* **Data**:
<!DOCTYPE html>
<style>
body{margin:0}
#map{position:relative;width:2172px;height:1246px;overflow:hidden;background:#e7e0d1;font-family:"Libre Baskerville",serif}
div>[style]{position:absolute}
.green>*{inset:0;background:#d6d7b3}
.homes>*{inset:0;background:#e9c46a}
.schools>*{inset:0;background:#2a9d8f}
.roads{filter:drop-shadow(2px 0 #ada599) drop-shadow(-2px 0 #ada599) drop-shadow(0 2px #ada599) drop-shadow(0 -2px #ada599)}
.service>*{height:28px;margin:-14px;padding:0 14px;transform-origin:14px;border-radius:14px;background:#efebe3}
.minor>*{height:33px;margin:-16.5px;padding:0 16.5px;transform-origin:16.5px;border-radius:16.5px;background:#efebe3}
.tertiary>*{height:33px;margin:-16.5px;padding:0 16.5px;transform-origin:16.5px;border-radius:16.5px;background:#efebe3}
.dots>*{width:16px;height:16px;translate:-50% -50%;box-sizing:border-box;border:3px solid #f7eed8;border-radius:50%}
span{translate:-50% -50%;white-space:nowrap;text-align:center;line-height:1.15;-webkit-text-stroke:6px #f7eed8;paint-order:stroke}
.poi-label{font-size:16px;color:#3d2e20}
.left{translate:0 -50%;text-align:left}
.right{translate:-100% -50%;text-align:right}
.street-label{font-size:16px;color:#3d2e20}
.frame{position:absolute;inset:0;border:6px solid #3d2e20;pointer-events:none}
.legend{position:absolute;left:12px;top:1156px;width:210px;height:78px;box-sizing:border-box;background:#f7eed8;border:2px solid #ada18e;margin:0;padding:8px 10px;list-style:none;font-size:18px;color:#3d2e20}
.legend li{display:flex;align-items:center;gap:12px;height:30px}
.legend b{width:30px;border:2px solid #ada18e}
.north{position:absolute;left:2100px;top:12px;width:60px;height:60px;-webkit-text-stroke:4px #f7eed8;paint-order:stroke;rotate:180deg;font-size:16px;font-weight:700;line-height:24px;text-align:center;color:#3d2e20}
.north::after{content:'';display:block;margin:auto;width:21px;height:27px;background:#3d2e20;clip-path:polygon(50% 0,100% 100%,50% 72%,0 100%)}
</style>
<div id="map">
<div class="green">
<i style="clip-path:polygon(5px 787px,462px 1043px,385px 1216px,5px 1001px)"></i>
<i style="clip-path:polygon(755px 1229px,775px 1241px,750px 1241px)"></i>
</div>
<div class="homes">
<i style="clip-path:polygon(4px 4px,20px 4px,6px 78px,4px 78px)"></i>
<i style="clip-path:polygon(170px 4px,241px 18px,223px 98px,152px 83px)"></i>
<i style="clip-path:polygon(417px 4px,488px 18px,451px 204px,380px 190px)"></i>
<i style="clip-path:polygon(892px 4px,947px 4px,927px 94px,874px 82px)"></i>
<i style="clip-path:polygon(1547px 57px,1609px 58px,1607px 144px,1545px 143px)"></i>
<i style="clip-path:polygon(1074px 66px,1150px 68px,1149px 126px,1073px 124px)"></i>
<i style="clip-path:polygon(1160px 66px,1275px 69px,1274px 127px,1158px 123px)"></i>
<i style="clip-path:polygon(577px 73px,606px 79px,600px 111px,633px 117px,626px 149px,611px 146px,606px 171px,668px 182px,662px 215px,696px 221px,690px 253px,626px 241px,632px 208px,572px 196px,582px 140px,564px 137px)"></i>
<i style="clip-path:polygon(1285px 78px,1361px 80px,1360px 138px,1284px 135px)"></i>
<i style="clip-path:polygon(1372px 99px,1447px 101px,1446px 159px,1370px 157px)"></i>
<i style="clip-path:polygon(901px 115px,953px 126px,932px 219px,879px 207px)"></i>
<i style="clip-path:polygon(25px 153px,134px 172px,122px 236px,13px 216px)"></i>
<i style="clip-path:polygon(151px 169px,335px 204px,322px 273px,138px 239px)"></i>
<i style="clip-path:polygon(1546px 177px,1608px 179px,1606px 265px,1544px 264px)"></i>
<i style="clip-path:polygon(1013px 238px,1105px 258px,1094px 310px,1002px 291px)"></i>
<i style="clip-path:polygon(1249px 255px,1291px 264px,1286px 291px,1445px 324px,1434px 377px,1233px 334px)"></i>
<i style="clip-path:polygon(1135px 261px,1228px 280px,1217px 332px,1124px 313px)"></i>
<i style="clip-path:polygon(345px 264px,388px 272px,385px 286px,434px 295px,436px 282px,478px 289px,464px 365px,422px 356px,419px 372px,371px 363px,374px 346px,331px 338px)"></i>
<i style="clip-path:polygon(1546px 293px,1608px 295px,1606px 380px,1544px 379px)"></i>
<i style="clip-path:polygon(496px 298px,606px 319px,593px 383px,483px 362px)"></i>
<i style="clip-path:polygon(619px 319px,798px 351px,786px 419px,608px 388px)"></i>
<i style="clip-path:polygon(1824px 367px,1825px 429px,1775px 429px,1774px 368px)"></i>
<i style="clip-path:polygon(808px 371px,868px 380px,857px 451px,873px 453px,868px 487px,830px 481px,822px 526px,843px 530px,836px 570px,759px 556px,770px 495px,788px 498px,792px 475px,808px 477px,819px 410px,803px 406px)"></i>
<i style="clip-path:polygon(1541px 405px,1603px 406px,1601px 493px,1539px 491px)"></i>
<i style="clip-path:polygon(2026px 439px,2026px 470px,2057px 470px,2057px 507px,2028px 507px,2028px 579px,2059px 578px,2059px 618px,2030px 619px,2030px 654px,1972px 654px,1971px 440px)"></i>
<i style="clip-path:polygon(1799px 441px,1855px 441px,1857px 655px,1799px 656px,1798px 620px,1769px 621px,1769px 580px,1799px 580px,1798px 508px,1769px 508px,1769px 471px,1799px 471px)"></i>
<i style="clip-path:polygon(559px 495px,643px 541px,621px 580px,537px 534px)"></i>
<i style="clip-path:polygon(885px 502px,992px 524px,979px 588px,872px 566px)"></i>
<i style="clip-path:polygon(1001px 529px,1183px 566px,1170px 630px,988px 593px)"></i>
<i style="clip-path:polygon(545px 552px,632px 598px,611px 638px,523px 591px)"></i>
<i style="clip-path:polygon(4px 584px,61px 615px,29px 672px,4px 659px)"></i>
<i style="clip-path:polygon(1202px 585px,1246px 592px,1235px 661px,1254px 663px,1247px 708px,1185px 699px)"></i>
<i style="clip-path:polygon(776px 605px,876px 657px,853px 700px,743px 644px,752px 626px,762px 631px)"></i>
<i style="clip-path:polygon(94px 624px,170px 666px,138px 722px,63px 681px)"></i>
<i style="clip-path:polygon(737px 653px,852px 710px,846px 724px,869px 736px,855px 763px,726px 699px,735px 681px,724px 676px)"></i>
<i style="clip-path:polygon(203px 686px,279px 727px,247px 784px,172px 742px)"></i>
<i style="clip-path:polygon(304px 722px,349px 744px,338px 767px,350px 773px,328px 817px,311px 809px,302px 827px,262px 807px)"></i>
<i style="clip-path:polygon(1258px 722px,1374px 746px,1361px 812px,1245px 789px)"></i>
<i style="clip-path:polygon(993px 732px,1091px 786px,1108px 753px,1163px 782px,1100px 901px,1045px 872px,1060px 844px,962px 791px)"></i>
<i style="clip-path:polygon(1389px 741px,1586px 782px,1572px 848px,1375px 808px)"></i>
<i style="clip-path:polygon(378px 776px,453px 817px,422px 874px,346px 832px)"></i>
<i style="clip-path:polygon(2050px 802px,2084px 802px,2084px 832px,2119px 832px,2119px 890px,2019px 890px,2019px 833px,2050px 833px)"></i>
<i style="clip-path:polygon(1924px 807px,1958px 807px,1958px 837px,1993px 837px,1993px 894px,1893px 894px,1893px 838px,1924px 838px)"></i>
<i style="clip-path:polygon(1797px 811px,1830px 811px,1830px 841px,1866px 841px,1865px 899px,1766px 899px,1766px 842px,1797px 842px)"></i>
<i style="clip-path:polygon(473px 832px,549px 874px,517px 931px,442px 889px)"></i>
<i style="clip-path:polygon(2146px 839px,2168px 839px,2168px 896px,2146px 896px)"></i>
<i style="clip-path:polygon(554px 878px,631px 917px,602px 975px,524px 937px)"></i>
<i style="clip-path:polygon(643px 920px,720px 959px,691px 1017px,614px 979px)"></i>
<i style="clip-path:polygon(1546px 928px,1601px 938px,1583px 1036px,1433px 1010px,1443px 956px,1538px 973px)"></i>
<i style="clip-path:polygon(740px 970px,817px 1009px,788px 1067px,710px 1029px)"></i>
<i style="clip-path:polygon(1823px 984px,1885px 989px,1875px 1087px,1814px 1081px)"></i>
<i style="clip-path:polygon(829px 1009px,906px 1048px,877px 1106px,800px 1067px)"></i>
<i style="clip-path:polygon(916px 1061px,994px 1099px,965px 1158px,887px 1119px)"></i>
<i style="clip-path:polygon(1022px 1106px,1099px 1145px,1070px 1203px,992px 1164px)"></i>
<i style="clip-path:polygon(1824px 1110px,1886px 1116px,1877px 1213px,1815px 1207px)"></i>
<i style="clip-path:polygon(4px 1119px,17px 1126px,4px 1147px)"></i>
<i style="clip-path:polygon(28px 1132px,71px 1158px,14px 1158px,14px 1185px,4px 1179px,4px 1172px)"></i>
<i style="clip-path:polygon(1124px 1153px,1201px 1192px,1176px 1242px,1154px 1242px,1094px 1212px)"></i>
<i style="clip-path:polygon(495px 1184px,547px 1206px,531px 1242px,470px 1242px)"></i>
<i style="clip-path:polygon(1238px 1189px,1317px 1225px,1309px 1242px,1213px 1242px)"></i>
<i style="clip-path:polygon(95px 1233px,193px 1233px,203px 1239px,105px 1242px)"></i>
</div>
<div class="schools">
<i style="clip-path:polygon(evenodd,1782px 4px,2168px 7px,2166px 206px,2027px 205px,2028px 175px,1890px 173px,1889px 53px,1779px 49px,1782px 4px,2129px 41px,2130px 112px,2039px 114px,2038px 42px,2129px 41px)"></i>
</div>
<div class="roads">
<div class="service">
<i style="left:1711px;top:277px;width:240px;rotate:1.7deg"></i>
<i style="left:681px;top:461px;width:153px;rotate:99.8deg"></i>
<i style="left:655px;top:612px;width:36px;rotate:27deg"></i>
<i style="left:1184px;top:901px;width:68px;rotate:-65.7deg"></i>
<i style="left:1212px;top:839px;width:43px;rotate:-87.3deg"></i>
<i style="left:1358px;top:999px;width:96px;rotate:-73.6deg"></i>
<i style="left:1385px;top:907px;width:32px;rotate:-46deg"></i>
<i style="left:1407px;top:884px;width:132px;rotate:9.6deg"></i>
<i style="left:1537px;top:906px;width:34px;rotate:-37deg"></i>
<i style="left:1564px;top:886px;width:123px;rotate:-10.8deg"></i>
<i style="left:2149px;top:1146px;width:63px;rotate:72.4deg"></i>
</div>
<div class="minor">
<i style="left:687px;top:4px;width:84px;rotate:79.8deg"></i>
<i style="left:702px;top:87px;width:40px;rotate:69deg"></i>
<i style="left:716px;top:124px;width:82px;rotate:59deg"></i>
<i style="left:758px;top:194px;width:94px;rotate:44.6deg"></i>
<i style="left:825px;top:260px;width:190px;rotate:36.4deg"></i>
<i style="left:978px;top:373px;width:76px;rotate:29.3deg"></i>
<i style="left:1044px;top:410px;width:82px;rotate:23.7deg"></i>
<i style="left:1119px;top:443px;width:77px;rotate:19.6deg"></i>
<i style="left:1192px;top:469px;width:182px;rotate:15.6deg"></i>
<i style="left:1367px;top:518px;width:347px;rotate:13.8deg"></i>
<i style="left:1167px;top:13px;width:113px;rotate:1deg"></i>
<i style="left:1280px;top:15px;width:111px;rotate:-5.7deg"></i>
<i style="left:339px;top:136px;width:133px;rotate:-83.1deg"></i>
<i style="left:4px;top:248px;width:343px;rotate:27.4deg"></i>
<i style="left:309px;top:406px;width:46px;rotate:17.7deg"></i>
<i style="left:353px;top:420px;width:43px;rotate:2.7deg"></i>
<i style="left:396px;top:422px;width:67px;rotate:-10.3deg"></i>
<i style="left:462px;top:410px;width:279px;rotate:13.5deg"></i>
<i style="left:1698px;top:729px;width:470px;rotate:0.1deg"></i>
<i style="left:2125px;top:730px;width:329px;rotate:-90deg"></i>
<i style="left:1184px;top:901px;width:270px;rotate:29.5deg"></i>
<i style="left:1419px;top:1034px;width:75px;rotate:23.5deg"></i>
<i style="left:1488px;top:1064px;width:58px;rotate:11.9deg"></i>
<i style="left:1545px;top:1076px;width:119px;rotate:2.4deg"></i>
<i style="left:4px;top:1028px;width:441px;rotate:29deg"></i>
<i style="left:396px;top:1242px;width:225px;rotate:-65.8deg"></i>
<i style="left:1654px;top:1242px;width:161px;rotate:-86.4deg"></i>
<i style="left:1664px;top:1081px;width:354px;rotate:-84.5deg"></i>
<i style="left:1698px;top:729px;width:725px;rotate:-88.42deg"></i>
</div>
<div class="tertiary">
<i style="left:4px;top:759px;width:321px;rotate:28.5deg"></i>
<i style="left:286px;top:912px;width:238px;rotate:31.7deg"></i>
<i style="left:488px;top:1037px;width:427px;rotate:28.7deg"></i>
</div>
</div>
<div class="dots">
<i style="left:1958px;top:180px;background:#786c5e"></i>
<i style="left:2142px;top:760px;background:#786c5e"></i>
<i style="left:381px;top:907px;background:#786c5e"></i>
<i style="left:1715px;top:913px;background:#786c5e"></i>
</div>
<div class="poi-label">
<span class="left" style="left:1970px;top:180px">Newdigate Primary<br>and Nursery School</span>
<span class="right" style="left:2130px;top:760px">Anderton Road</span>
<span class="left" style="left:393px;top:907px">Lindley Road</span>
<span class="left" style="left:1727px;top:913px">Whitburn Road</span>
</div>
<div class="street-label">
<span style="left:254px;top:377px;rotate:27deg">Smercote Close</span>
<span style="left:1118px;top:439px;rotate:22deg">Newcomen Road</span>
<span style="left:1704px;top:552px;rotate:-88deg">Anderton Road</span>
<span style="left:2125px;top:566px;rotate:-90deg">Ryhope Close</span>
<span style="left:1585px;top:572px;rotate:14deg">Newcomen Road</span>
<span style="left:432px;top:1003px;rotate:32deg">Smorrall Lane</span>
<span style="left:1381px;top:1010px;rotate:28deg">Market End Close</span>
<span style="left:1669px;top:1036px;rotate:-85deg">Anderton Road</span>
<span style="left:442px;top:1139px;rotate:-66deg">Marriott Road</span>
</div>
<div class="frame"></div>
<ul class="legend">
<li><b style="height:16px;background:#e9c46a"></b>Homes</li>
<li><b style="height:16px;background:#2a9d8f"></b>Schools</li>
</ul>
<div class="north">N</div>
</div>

* **What to do**:
What lines in the data above carry "service"? Return them all.

* **The answer**:
.service>*{height:28px;margin:-14px;padding:0 14px;transform-origin:14px;border-radius:14px;background:#efebe3}
<div class="service">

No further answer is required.